Leaving out every line that comes before the one containing "I am building", output the rest of the records exactly, the final line included.

━━━

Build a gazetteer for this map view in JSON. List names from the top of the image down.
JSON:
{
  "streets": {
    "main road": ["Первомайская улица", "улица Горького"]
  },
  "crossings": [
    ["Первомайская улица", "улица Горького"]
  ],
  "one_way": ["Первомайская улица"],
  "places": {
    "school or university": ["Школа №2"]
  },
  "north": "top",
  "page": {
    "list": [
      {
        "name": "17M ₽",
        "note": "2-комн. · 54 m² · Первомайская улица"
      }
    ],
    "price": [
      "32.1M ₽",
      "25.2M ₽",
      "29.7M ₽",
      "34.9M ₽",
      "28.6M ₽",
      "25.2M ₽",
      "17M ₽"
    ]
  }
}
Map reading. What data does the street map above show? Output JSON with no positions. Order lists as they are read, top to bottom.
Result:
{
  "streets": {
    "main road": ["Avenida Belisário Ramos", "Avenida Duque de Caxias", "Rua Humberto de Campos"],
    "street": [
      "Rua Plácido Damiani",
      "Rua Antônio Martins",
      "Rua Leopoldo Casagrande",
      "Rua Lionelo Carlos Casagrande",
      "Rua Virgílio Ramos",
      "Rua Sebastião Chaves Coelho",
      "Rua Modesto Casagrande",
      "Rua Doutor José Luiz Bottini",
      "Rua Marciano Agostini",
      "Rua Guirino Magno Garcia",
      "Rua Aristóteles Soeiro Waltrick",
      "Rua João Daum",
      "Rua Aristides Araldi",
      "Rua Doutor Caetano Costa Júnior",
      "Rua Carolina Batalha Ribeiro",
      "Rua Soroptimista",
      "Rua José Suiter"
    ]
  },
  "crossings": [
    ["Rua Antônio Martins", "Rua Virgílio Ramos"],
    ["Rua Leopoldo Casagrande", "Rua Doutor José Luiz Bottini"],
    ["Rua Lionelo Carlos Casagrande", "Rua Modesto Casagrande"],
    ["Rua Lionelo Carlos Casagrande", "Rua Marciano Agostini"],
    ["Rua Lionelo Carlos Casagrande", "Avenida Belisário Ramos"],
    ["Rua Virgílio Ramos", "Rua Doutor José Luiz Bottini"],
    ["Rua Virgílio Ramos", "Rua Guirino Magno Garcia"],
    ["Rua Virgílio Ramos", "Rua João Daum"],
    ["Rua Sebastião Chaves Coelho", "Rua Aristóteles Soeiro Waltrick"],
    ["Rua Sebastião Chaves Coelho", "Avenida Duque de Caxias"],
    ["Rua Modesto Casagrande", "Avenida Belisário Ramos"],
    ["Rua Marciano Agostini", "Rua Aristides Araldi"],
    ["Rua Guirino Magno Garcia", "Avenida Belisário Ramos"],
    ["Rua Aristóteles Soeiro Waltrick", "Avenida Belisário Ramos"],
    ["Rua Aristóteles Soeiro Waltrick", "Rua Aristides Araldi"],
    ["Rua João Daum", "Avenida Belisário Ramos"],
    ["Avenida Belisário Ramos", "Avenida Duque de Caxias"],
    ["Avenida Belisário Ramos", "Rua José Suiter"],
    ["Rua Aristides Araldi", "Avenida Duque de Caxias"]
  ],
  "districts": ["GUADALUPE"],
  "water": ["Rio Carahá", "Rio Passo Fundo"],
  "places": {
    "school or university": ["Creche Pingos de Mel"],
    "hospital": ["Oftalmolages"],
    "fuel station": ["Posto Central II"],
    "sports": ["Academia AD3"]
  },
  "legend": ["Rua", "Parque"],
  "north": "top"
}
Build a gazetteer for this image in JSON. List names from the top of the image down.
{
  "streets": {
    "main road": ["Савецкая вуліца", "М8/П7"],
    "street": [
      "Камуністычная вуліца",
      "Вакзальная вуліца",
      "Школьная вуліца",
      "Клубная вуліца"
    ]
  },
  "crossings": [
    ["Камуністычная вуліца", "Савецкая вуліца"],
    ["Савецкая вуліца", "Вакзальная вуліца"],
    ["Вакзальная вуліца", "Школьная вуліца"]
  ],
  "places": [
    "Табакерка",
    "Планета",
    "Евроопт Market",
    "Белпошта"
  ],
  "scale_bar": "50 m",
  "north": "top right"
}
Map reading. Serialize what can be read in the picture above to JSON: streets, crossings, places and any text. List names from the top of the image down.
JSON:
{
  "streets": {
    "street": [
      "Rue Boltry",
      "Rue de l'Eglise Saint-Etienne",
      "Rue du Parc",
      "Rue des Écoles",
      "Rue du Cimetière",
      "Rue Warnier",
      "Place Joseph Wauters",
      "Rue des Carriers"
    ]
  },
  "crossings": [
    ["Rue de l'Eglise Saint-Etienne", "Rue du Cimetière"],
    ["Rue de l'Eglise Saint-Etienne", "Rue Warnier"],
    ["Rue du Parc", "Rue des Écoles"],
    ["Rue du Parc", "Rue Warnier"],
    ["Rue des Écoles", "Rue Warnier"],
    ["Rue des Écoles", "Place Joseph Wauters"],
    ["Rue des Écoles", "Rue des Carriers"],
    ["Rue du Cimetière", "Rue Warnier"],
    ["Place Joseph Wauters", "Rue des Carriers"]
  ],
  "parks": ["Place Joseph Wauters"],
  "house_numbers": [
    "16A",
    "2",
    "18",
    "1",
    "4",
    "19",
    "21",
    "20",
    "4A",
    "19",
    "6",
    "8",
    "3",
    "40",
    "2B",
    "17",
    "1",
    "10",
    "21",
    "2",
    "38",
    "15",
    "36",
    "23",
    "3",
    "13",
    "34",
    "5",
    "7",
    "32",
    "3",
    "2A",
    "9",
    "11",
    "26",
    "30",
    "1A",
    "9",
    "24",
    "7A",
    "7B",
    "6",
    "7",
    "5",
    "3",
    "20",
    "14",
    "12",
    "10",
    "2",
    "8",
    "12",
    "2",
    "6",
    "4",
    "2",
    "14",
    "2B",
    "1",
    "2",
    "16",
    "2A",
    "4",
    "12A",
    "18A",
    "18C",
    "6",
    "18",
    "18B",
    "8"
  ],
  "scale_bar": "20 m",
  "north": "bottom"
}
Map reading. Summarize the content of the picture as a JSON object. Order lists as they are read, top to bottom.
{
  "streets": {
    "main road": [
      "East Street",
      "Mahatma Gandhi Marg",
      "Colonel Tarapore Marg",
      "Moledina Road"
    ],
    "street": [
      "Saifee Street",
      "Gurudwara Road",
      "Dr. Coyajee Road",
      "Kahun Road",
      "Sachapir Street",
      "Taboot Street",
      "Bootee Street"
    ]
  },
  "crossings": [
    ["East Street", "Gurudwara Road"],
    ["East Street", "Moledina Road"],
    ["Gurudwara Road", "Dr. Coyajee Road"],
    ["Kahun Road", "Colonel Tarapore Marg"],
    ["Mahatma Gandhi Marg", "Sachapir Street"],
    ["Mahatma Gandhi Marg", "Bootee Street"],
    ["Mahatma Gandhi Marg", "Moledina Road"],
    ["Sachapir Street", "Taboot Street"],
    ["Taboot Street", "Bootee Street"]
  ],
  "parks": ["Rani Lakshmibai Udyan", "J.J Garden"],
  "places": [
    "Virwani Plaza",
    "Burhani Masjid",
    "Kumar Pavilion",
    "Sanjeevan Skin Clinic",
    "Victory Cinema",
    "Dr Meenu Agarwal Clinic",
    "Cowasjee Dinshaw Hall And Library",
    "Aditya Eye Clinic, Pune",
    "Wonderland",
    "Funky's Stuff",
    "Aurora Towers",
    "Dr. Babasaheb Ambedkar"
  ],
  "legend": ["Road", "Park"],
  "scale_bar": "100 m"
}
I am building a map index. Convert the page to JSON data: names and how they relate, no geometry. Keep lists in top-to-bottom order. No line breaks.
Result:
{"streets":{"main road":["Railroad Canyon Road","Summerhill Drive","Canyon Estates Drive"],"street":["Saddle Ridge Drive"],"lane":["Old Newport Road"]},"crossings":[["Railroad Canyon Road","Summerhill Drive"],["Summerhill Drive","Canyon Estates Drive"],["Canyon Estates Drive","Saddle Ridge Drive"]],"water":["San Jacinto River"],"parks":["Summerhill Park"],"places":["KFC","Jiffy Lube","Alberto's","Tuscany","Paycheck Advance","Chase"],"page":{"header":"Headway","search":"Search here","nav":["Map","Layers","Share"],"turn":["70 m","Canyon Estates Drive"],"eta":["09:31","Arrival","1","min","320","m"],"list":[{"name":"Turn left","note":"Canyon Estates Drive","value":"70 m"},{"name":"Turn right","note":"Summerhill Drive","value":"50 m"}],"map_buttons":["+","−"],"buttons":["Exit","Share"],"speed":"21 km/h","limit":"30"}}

━━━

Result of the task:
I am building a map index. Convert the page to JSON data: names and how they relate, no geometry. Keep lists in top-to-bottom order. No line breaks.
Result:
{"streets":{"main road":["Railroad Canyon Road","Summerhill Drive","Canyon Estates Drive"],"street":["Saddle Ridge Drive"],"lane":["Old Newport Road"]},"crossings":[["Railroad Canyon Road","Summerhill Drive"],["Summerhill Drive","Canyon Estates Drive"],["Canyon Estates Drive","Saddle Ridge Drive"]],"water":["San Jacinto River"],"parks":["Summerhill Park"],"places":["KFC","Jiffy Lube","Alberto's","Tuscany","Paycheck Advance","Chase"],"page":{"header":"Headway","search":"Search here","nav":["Map","Layers","Share"],"turn":["70 m","Canyon Estates Drive"],"eta":["09:31","Arrival","1","min","320","m"],"list":[{"name":"Turn left","note":"Canyon Estates Drive","value":"70 m"},{"name":"Turn right","note":"Summerhill Drive","value":"50 m"}],"map_buttons":["+","−"],"buttons":["Exit","Share"],"speed":"21 km/h","limit":"30"}}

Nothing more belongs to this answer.